Use of latest tensorrt in drive sdk

Please provide the following info:
Hardware Platform: DRIVE AGX Pegasus™ Developer Kit]
Software Version: [Example: DRIVE Software 10, DRIVE Software 9]
Host Machine Version: [Example: native Ubuntu 18.04]
SDK Manager Version: [Example: 1.0.1.5538]

Hello, Now I using Pegasus,
Looking at the documentation of the latest sdk, it seems to support tensorrt’s 5.x.

Is there any way to use the latest tensorrt? like 7.x

Thanks,

Dear @aram.so,
The TensorRT package is part of DRIVE SW and hence you can use only TRT 5 on Pegasus with last DRIVE SW release.

Thanks you for reply @SivaRamaKrishnaNV,

I am a bit hard to understand. Can you give me reason why?

Dear @aram.so,
The TRT aarch libs are part of DRIVE SW release and can not be installed as a separate package.

I developed the dnn algorithm and with pytorch and converted it to onnx. This only succeeds in parsing on the latest tensorRT7.(using trtexec) But as you said, only tensorrt5 is supported in my target device.

I’m just curious. it’s possibly inference from the target the file I created with tensorrt7 on hostPC?

Dear @aram.so,
The engine file you created and inference should have same version.

When can be expect an update of Tensorrt on Drive PX. I am facing the same Issue. I want to use models that work fine with the ONNX parser of Tensorrt 7 on the Drive PX but with Tensorrt 5 there is no way to import those models.

Dear @andre.a.bauer,
Do you have DRIVE AGX or DRIVE PX2. Note that there are no more releases for DRIVE PX2.
Future releases of DRIVE SW (for DRIVE AGX) will have TRT 7.

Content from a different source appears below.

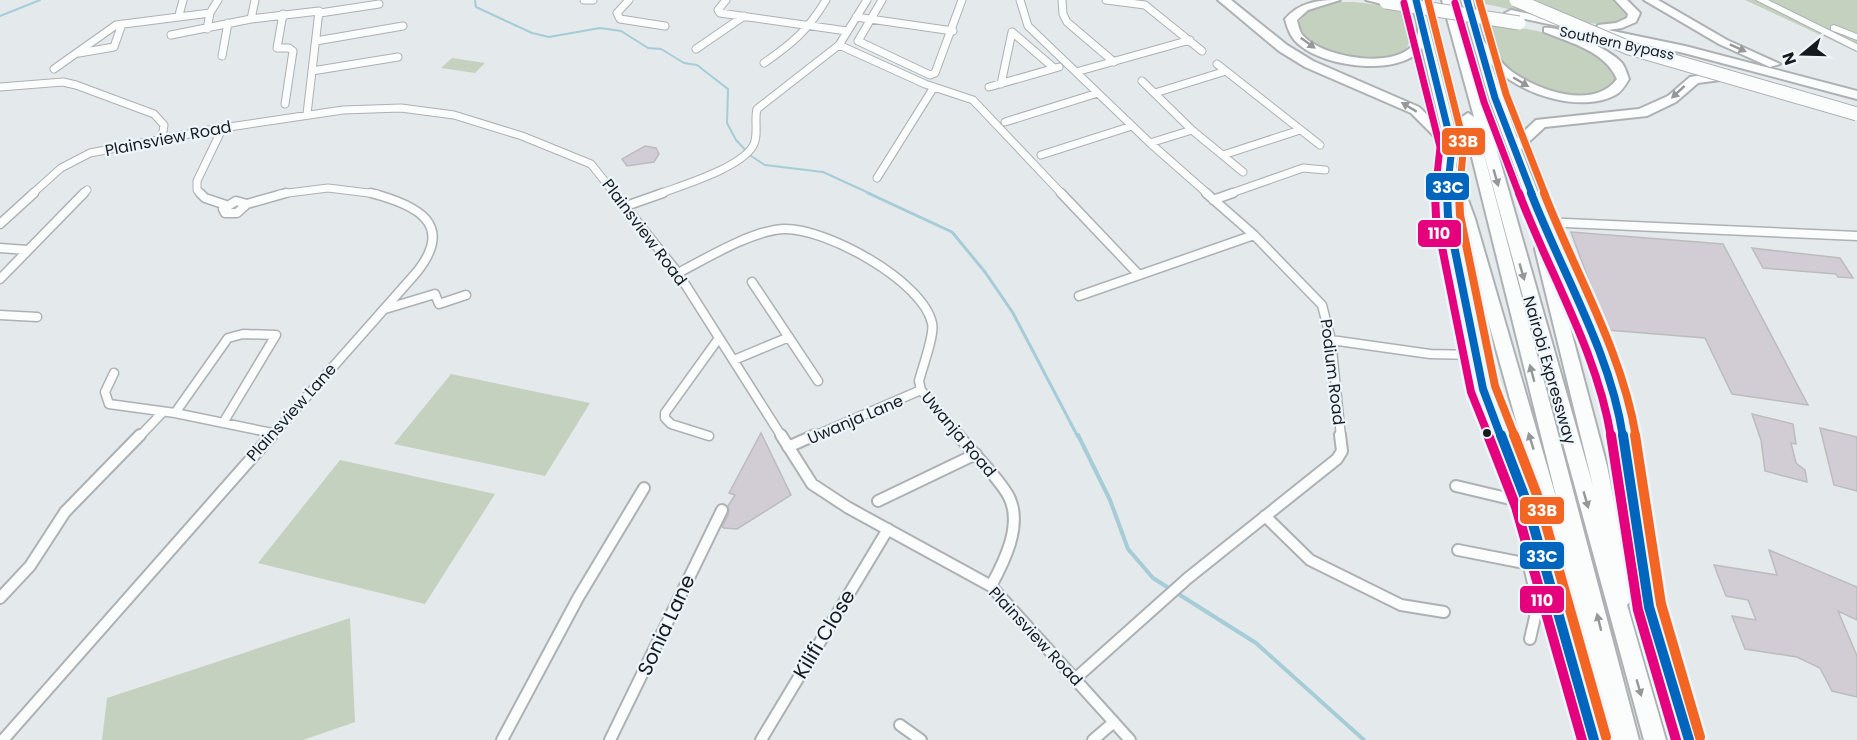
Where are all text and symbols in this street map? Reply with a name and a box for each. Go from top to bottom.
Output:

Sorry, I have a Drive AGX. When is a Drive SW release planned that includes TRT 7?

Dear @andre.a.bauer,
Can I know, which layers in your model has issue to be parsed on TRT 5?

I need Onnx Opset 11, so the onnx parser is the issue.

  • Resize NN and Bilinear (Upsample)
  • Dilated Convolutions

Dear @andre.a.bauer,

we were facing a similar issue recently and figured out, that the TensorRT binaries of for the Jetson do also work on the DriveAGX. The Jetson has a much faster release cycle and TRT 7 is available for it. It can be downloaded from here and the binaries copied to the DriveAGX manually. Just keep in mind that, while this worked for our purpose, this is not officially supported and functionality is not guaranteed.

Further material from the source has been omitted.